Skip to content

Module: compare

File: src/spatial_graph_algorithms/compare/ Status: Experimental.


Purpose

compare orchestrates metric-first comparative studies. It is designed for questions such as:

  • How do mds, strnd, and landmark_mds perform on the same graph?
  • How does one reconstruction method behave as false-edge noise increases?
  • How sensitive are results to graph-generation mode, shape, or seed?

It returns a ComparisonResult — a thin wrapper around a tidy pandas.DataFrame with built-in helpers for summarising, ranking, and plotting. The raw DataFrame is always accessible via .df for full pandas flexibility.


Typical Usage

from spatial_graph_algorithms.compare import parameter_grid, run_comparison

graphs = parameter_grid(
    base={"n": 500, "dim": 2, "shape": "square", "k": 8},
    vary={
        "mode": ["knn", "delaunay_corrected"],
        "false_edges_fraction": [0.0, 0.05, 0.10],
    },
)

reconstructions = parameter_grid(
    cases=[
        {"method": "mds"},
        {"method": "strnd"},
        {"method": "landmark_mds", "n_landmarks": 32},
        {"method": "landmark_mds", "n_landmarks": 64},
    ],
)

results = run_comparison(
    graph_specs=graphs,
    reconstruction_specs=reconstructions,
    seeds=[1, 2, 3],
)

# Summarise: mean CPD and KNN per (graph condition, method)
results.summary()

# Rank: best method per graph type
results.best(metric="cpd")

# Visualise: grouped bar chart
results.plot(metric="cpd", by="method", hue="graph_label")

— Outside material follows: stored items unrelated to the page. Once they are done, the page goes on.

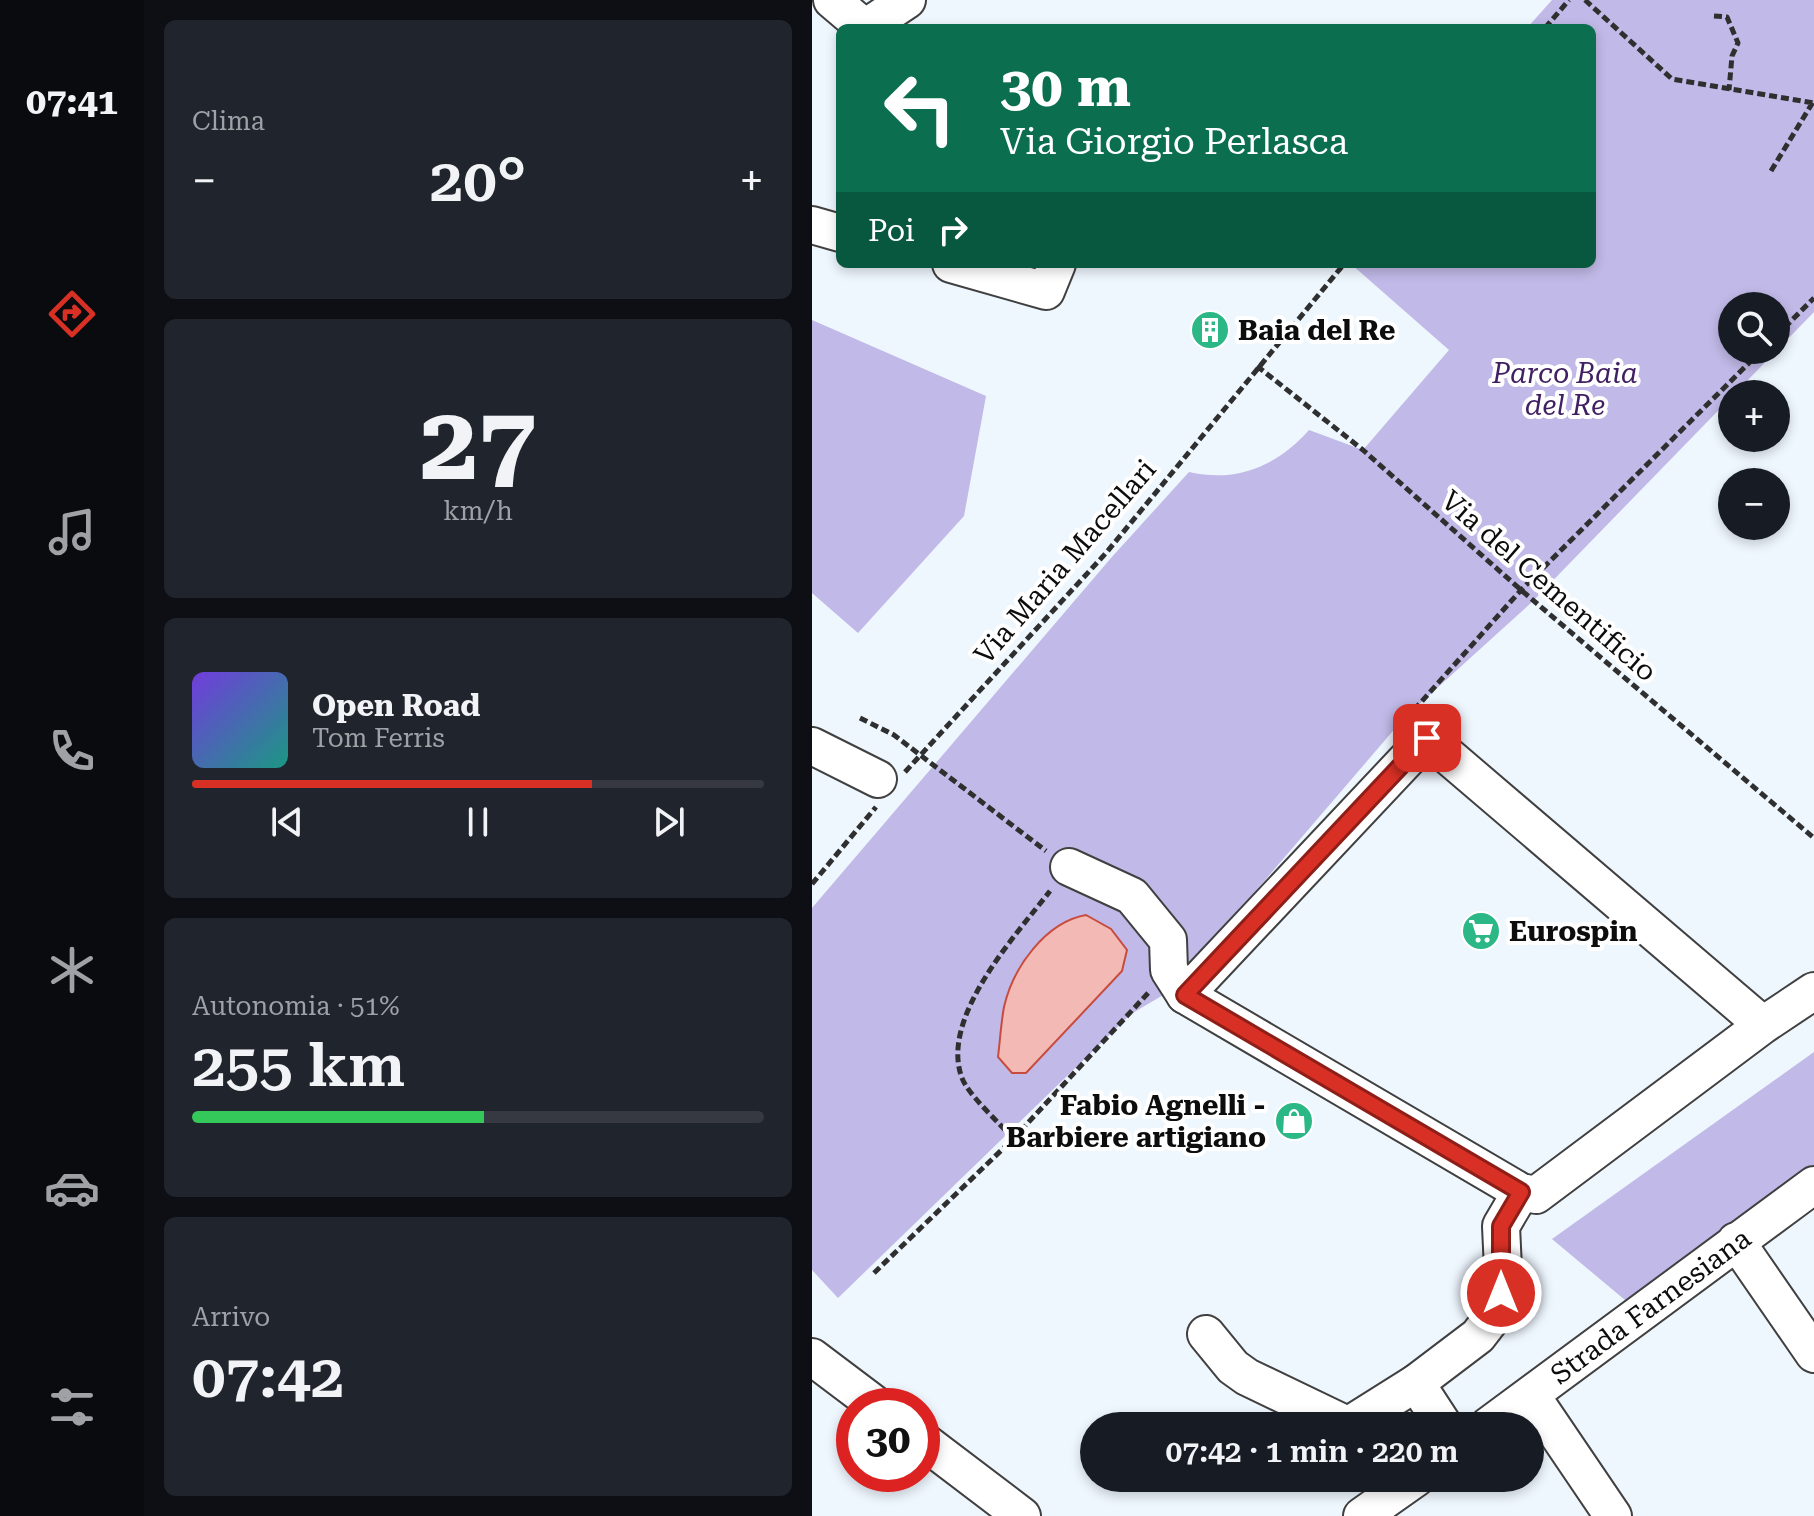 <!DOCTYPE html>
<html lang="it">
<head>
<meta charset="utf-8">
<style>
	:root { --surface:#171b24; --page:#20242c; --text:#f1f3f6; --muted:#9ea1a6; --line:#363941; --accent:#d93025 }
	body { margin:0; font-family:"Roboto Serif",serif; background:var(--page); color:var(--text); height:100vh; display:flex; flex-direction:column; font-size:30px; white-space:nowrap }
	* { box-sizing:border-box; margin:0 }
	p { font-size:26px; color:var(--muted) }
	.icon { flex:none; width:44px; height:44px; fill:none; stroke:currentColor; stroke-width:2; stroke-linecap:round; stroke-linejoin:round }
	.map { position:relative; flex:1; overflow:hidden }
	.panel { display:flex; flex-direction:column; gap:20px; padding:20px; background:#0d0f14; width:668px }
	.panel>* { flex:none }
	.hud { position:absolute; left:24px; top:24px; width:760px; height:244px; border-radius:12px; box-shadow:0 4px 12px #0003; background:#0b6e4f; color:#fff; overflow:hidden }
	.controls { position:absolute; left:906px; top:292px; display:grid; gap:16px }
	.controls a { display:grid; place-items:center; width:72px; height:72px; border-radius:50%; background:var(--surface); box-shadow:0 4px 12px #0003; font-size:40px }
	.speed { position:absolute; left:24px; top:1388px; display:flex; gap:16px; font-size:40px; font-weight:700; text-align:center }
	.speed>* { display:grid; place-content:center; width:104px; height:104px; border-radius:50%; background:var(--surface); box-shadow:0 4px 12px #0003; line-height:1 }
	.speed .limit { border:12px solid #d22; background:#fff; color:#111 }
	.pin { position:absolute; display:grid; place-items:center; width:68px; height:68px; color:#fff; margin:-34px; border-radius:16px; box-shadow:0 4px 12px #0006 }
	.me { position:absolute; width:88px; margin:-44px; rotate:0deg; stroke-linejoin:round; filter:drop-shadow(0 0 6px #0008) }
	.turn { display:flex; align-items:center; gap:28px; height:168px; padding:0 32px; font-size:36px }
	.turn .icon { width:104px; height:104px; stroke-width:2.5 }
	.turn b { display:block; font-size:56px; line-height:68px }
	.then { display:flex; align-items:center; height:76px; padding:0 32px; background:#0003; gap:16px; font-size:30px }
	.big { font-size:60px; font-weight:600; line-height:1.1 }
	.panel .card { flex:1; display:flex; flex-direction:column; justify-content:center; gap:12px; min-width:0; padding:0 28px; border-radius:12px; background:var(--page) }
	.panel .dial { align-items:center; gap:0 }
	.dial b { font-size:104px; line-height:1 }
	.song { display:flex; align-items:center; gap:24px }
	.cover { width:96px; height:96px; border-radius:12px; background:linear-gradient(135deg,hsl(260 70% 55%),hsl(170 70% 35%)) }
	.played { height:8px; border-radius:4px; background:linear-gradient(90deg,var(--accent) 70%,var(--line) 70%) }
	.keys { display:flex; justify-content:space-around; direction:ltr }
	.heat { display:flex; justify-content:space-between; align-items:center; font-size:44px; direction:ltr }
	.charge { height:12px; border-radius:6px; background:linear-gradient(90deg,#34c759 51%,var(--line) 0) }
	.trip { position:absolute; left:268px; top:1412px; width:464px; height:80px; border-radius:40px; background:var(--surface); box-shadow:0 4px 12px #0003; font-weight:600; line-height:80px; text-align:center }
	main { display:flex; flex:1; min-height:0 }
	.tabs { display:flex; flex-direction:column; width:144px; justify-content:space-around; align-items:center; background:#090b0e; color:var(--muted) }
	.tabs .icon { width:56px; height:56px }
	.tabs .selected { color:var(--accent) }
	.tabs b { font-size:36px; color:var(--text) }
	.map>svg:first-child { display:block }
	.green { fill:#c1b9e7; fill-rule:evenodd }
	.water { fill:#f3b9b4; stroke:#c74c3e; stroke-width:2 }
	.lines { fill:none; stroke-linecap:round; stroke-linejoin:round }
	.minor-casing { stroke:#404040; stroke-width:40 }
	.path { stroke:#2f2f2f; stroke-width:5; stroke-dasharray:8 4; stroke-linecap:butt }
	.minor { stroke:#fff; stroke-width:36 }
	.route-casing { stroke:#8d1f18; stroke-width:20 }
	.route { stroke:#d93025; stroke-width:14 }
	.labels { text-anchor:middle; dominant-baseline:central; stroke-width:8; stroke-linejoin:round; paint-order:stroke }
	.poi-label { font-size:28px; font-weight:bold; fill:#0d0d0d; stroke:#fff; text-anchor:start }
	.park-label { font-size:28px; font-style:italic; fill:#402062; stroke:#fff }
	.street-label { font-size:28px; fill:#0d0d0d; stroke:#fff }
</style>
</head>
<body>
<main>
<nav class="tabs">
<b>07:41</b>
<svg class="icon selected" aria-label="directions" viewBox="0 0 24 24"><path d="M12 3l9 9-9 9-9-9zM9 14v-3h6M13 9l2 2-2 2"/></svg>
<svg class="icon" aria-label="music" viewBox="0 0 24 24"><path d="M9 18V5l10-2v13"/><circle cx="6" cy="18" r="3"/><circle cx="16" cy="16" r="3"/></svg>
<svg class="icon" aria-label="phone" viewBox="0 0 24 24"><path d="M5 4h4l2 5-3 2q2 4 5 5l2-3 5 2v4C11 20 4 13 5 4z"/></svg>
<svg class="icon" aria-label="climate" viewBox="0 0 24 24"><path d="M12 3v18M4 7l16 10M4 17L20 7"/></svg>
<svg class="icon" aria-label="car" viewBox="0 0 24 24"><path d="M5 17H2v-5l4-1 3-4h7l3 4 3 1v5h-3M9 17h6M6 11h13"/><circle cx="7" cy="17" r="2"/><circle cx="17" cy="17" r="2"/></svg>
<svg class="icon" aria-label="filters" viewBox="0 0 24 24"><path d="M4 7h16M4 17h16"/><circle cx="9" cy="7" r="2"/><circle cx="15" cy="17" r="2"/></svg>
</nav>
<section class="panel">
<div class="card"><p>Clima</p>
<div class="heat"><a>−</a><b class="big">20°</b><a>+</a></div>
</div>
<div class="card dial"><b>27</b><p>km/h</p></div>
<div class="card">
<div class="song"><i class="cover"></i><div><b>Open Road</b><p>Tom Ferris</p></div></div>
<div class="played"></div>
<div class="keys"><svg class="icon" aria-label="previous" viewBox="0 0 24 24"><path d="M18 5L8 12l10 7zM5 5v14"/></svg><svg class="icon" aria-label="pause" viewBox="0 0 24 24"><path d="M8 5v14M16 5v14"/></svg><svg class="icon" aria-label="next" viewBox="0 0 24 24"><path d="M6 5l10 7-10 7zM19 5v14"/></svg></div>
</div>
<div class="card"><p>Autonomia · 51%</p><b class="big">255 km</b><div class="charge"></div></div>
<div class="card"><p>Arrivo</p><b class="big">07:42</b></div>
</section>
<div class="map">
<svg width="1002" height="1516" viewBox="0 0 1002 1516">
	<rect width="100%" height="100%" fill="#eef6fe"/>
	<path class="green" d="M740,0h262v312l-282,290 -128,116 -234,273 -39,23 -293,284 -26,-28v-362l299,-350 78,-86c48,11 88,-6 120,-42l54,20 86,-100 -98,-86h241v-236h-65zM920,306h44v44h-44z
		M0,320l174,76 -22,120 -106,117 -46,-40z
		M1002,1052v118l-183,135 -79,-66z"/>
	<path class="water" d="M274,915l25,14 16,21 -5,21 -96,102h-14l-14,-16c2,-16 3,-34 6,-50 9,-40 42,-85 82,-92z"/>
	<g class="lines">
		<g class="minor-casing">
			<g id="minor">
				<path d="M20,0l33,28"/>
				<path d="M53,28l42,-28"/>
				<path d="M0,225l28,8"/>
				<path d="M139,264l95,27 11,-27"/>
				<path d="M0,746l66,33"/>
				<path d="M257,867l63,29 36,44 1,30 16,25"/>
				<path d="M951,1025l-336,-287 -242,257 336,197 15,3 227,-170 51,-34"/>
				<path d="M924,1241l78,113"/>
				<path d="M394,1334l27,33 14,10 98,47 9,-2 62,-39"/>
				<path d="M0,1357l65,49"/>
				<path d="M719,1395l82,121"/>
				<path d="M632,1426l-28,-43 62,-47 17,-22 8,-45 -2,-43 20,-34"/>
				<path id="s1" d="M676,1426l326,-241"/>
				<path d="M110,1440l100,76"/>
				<path d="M550,1516l54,-38"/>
			</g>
		</g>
		<path class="path" d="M773,0l87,79 142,24
			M902,16l13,1 11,26 -6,13 -3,34
			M733,28l24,-28
			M959,171l42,-69
			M964,336l38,-38
			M445,366l106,84 158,140 293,248
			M602,710l107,-120 241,-240
			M48,718l34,17 152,116
			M93,772l201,-219 238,-289
			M0,884l64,-77
			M201,1139c-12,-15 -45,-44 -51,-61 -23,-60 54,-143 88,-187
			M62,1273l139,-134 137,-148"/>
		<use href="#minor" class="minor"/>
	</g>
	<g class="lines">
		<g class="route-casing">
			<path id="route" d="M615,738l-242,257 336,197 -20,34v67"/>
		</g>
		<use href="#route" class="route"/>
	</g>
	<defs>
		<g id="building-disc" transform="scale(2)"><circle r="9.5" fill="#2bb786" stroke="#fff"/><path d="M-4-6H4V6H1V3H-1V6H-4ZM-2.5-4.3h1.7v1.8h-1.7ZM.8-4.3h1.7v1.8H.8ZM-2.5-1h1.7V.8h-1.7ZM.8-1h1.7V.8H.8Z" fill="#fff"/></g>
		<g id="supermarket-disc" transform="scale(2)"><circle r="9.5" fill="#2bb786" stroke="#fff"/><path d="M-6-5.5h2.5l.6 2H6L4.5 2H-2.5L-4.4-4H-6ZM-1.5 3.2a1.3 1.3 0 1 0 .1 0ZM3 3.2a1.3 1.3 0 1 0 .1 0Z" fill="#fff"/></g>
		<g id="shop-disc" transform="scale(2)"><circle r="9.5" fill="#2bb786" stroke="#fff"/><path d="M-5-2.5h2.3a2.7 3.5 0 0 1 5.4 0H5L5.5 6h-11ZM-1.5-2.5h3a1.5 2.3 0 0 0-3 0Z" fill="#fff"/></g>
	</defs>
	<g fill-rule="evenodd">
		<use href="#building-disc" x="398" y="330"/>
		<use href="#supermarket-disc" x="669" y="931"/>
		<use href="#shop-disc" x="482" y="1121"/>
	</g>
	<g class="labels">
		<g class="poi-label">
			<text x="426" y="330">Baia del Re</text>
			<text x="697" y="931">Eurospin</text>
			<text x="454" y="1105" text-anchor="end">Fabio Agnelli -<tspan x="454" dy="32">Barbiere artigiano</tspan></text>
		</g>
		<g class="park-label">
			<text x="753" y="373">Parco Baia<tspan x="753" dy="32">del Re</tspan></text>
		</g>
		<g class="street-label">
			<text transform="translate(253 562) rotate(-49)">Via Maria Macellari</text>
			<text transform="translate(737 586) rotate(41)">Via del Cementificio</text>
			<text stroke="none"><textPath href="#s1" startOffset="202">Strada Farnesiana</textPath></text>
		</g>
	</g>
</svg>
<div class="controls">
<a><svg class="icon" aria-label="search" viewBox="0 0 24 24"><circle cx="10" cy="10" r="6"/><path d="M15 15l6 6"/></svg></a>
<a>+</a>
<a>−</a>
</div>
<div class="speed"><div class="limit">30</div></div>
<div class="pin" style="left:615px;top:738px;background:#d93025"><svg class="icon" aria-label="arrive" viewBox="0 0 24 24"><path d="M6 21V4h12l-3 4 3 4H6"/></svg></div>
<svg class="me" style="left:689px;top:1293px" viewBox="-20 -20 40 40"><circle r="17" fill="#d93025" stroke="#fff" stroke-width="3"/><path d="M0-11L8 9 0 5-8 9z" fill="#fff"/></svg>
<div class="trip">07:42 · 1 min · 220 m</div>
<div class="hud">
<div class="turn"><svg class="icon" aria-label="left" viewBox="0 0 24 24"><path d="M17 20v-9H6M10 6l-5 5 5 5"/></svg><div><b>30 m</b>Via Giorgio Perlasca</div></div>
<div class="then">Poi<svg class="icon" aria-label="right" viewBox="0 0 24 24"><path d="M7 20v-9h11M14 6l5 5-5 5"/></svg></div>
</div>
</div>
</main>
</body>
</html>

# Access the raw tidy DataFrame at any time
results.df.head()

Preview the planned work before running it:

from spatial_graph_algorithms.compare import dry_run_comparison

plan = dry_run_comparison(
    graph_specs=graphs,
    reconstruction_specs=reconstructions,
    seeds=[1, 2, 3],
)

plan[["graph_label", "reconstruction_label", "seed", "method"]]

Save and reload results:

results.save("results/study.csv")
from spatial_graph_algorithms.compare import ComparisonResult
reloaded = ComparisonResult.load("results/study.csv")
reloaded.summary()

Avoiding Unwanted Combinations

Use grouped grids when different graph modes need different parameters. This keeps the study explicit and avoids invalid cartesian products.

graphs = parameter_grid(
    groups=[
        {
            "base": {"n": 500, "dim": 2, "shape": "square", "mode": "knn"},
            "vary": {"k": [4, 8], "false_edges_fraction": [0.0, 0.10]},
        },
        {
            "base": {"n": 500, "dim": 2, "shape": "square", "mode": "epsilon"},
            "vary": {"epsilon": [0.10, 0.20], "false_edges_fraction": [0.0, 0.10]},
        },
        {
            "base": {"n": 500, "dim": 2, "shape": "square", "mode": "delaunay_corrected"},
            "vary": {"false_edges_fraction": [0.0, 0.10]},
        },
    ],
)

For smaller cases, where= can filter an expanded grid, and drop_none=True can remove inactive parameters after filtering.


Output: ComparisonResult

run_comparison() returns a ComparisonResult with one row per:

graph_spec × seed × reconstruction_spec

Built-in analysis methods

Method What it does
.summary(by=..., metrics=...) Mean metrics grouped by ["graph_label", "method"] (default)
.best(metric=..., by=...) Best method per group by one metric
.plot(metric=..., by=..., hue=...) Grouped bar chart; returns matplotlib.Figure
.save(path) Write to CSV or Parquet (inferred from extension)
.load(path) Class method; restore from CSV or Parquet
.df The raw pandas.DataFrame for full pandas access

DataFrame columns

  • graph_label, reconstruction_label, seed, method
  • graph_<param> — generation parameters with prefix
  • recon_<param> — reconstruction parameters with prefix
  • status and error
  • generation_seconds and reconstruction_seconds
  • graph metrics from metrics.evaluate()
  • reconstruction quality metrics: cpd, knn, and optional distortion

Failed graph generation or reconstruction is recorded in the row and the study continues.


Relationship to verify

Use verify.run_report() when you want a complete artifact directory with CSVs and plots for one run.

Use compare.run_comparison() when you want a single in-memory table for many parameter combinations.